HDF5 is a file format that was originally developed by the National Center for Supercomputing Applications (NCSA) to store and access large amounts of scientific data, based on the requirements of NASA in the 1990s in order to have a portable file format for the data produced by the Earth Observing System and other space observation systems. HDF5 is arranged as a hierarchical data storage that allows saving multidimensional arrays of a homogeneous type or group which are containers of arrays and other groups. As a filesystem, it perfectly fits the DataFrame structure, and by means of automatic data compressions, such a filesystem can make data loading much faster than simply reading a CSV file, in case of large files.
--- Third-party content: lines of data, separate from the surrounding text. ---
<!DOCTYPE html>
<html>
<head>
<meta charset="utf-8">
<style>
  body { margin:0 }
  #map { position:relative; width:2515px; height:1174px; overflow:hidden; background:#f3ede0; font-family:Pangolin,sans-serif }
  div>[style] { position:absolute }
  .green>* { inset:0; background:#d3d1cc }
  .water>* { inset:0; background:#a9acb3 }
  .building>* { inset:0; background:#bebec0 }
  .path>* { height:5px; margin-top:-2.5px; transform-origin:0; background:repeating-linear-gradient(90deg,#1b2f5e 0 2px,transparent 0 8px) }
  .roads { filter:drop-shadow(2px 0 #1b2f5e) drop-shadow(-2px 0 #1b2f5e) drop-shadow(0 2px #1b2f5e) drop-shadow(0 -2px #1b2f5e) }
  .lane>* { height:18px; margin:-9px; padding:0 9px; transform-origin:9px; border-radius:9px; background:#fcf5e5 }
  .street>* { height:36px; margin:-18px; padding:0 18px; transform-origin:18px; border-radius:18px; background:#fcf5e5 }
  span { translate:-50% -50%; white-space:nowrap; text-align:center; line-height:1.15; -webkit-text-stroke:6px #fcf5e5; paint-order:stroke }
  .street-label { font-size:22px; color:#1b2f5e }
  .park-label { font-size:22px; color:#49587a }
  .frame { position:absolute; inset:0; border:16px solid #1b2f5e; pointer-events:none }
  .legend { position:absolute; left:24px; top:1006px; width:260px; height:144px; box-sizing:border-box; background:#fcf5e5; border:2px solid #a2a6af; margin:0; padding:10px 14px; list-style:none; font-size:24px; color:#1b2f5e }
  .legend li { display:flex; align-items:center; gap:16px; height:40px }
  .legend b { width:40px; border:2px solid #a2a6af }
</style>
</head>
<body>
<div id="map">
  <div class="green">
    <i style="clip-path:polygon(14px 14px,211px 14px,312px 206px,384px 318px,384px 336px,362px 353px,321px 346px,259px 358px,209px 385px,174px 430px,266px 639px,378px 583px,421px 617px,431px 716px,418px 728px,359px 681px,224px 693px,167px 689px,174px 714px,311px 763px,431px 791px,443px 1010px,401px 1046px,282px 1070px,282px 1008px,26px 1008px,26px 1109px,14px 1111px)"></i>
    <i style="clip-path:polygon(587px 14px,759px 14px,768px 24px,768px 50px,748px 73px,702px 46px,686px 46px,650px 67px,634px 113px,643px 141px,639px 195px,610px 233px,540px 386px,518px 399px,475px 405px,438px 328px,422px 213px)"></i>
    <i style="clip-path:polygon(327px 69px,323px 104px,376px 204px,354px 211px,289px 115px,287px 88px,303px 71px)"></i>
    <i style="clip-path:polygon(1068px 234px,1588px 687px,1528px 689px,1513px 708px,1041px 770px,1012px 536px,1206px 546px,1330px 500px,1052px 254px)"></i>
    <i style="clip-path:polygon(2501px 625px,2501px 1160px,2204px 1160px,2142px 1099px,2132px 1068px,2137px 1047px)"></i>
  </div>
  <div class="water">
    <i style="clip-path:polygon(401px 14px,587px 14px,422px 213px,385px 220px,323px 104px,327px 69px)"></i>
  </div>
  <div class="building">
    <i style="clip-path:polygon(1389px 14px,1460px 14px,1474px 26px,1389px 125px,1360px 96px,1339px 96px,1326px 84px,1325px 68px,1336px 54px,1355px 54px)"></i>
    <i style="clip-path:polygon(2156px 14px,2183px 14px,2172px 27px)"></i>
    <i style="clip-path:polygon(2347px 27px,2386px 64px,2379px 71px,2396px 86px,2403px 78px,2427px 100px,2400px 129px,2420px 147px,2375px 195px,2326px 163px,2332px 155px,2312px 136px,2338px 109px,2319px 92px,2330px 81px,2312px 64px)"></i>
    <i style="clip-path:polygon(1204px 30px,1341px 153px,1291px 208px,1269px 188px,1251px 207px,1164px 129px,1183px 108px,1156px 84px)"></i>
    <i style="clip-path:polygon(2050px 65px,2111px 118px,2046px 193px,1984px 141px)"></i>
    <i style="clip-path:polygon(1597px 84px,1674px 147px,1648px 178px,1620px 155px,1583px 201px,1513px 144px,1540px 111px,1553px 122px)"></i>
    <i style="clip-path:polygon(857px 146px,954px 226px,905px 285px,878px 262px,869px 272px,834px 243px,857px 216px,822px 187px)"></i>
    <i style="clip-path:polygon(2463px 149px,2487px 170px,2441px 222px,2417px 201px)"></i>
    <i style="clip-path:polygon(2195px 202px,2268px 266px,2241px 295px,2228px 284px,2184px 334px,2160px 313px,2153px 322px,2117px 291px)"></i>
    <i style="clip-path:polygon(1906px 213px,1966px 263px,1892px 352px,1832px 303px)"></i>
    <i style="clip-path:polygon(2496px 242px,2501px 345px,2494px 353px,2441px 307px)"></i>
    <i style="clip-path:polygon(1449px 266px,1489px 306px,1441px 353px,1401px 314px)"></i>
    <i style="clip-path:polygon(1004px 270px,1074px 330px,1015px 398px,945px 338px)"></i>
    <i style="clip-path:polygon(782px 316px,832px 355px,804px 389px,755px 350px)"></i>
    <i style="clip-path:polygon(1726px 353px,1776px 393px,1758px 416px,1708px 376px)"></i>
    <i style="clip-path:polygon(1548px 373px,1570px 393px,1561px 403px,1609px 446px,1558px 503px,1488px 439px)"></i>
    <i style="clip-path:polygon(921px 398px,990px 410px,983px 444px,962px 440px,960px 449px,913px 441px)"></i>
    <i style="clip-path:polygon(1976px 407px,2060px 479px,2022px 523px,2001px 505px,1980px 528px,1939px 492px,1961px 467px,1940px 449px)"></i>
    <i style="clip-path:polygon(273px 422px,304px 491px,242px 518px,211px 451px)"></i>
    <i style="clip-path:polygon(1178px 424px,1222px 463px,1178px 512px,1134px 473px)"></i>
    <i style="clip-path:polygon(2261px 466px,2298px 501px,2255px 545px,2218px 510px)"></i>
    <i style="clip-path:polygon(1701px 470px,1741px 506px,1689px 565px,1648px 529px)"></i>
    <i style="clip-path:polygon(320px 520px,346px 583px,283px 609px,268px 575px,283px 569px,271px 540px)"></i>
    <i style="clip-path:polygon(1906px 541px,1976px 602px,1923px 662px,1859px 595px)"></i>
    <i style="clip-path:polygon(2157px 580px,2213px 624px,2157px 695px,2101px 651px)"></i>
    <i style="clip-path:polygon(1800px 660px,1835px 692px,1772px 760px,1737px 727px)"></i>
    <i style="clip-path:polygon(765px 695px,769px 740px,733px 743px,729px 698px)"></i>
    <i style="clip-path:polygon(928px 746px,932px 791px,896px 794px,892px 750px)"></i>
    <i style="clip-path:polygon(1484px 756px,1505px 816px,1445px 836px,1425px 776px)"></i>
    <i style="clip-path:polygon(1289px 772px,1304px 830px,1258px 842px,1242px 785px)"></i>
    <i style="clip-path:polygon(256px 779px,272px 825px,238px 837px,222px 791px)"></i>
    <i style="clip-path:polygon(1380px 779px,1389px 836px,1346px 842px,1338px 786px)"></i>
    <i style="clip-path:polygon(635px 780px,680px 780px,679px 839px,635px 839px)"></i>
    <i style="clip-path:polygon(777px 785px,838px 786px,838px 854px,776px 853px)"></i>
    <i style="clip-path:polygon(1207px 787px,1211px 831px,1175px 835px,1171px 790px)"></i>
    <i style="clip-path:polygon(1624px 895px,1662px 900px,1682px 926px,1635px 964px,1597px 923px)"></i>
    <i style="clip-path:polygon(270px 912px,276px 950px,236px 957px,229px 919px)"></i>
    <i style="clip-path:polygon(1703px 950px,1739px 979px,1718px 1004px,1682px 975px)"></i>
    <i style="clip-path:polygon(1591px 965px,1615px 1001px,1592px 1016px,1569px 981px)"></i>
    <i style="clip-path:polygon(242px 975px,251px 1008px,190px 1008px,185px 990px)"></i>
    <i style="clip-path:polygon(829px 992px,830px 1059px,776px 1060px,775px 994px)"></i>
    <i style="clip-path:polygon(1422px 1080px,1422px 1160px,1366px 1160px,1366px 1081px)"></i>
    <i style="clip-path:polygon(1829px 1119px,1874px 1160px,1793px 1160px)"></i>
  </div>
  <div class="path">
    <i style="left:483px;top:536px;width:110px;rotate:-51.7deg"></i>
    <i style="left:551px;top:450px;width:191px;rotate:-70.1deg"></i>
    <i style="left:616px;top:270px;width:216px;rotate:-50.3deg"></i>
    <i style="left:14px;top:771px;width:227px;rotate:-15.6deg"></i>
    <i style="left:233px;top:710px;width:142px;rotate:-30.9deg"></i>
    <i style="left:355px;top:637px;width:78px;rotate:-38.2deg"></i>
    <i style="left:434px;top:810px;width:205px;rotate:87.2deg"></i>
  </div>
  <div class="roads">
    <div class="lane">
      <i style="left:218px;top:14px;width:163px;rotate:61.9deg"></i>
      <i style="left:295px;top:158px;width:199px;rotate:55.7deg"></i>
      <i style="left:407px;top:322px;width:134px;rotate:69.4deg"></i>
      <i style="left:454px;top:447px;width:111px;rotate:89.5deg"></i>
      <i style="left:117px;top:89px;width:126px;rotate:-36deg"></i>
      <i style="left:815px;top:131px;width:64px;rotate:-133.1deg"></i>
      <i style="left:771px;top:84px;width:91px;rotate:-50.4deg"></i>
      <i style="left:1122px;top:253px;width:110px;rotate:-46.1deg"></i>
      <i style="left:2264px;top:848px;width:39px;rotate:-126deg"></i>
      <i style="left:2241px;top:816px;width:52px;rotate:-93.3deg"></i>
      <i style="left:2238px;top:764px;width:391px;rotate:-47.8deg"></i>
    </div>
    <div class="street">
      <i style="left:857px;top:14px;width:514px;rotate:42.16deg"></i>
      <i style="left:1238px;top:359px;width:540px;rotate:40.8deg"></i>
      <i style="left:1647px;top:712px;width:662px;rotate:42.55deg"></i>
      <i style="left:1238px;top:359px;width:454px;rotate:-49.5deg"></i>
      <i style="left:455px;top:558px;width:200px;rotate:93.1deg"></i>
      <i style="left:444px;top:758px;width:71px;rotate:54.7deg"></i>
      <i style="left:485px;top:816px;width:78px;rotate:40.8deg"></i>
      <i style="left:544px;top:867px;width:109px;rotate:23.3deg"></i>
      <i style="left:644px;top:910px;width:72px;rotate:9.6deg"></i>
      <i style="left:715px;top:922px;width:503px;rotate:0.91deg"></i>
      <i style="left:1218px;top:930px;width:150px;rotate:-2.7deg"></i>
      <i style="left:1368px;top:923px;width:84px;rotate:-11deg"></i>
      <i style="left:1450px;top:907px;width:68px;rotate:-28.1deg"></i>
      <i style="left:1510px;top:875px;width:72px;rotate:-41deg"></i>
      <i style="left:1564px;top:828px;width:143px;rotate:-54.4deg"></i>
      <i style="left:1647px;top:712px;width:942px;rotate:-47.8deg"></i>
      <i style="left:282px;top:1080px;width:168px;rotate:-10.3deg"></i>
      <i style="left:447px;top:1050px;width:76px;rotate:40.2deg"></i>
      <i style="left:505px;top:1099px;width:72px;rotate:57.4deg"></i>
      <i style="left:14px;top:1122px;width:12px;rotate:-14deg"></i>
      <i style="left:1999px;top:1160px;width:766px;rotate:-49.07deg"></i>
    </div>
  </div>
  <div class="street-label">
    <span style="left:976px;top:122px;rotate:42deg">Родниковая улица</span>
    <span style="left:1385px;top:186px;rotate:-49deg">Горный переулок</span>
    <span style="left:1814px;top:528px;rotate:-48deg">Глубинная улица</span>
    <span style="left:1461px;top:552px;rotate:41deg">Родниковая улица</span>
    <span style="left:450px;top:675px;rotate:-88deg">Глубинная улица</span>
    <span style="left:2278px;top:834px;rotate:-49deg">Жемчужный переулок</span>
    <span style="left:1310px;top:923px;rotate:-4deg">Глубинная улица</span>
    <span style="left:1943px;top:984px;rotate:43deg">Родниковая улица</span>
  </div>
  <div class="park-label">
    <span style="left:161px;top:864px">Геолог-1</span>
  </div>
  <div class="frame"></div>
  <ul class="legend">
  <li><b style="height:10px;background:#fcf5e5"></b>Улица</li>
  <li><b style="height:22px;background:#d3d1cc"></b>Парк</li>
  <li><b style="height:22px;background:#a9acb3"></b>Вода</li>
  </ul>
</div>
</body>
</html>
We will start by initializing the HDF5 file, example.h5, using the HDFStore command, which allows for a low-level manipulation of the data file. After instantiating the file, you can start using it as if it were a Python dictionary. In the following code snippet, you store the Iris dataset under the dictionary key iris. After that, you simply close the HDF5 file:
In: storage = pd.HDFStore('example.h5')
storage['iris'] = iris
storage.close()
When you need to retrieve the data stored in the HDF5 file, you can reopen the file using the HDFStore command. First, you check the available keys (as you would do in a dictionary):
In: storage = pd.HDFStore('example.h5')
storage.keys()
Out: ['/iris']
Then, you allocate the desired values by recalling them through the corresponding key:
In: fast_iris_upload = storage['iris']
type(fast_iris_upload)
Out: pandas.core.frame.DataFrame
The data is promptly loaded, and the previous DataFrame is now available for further processing under the variable fast_iris_upload.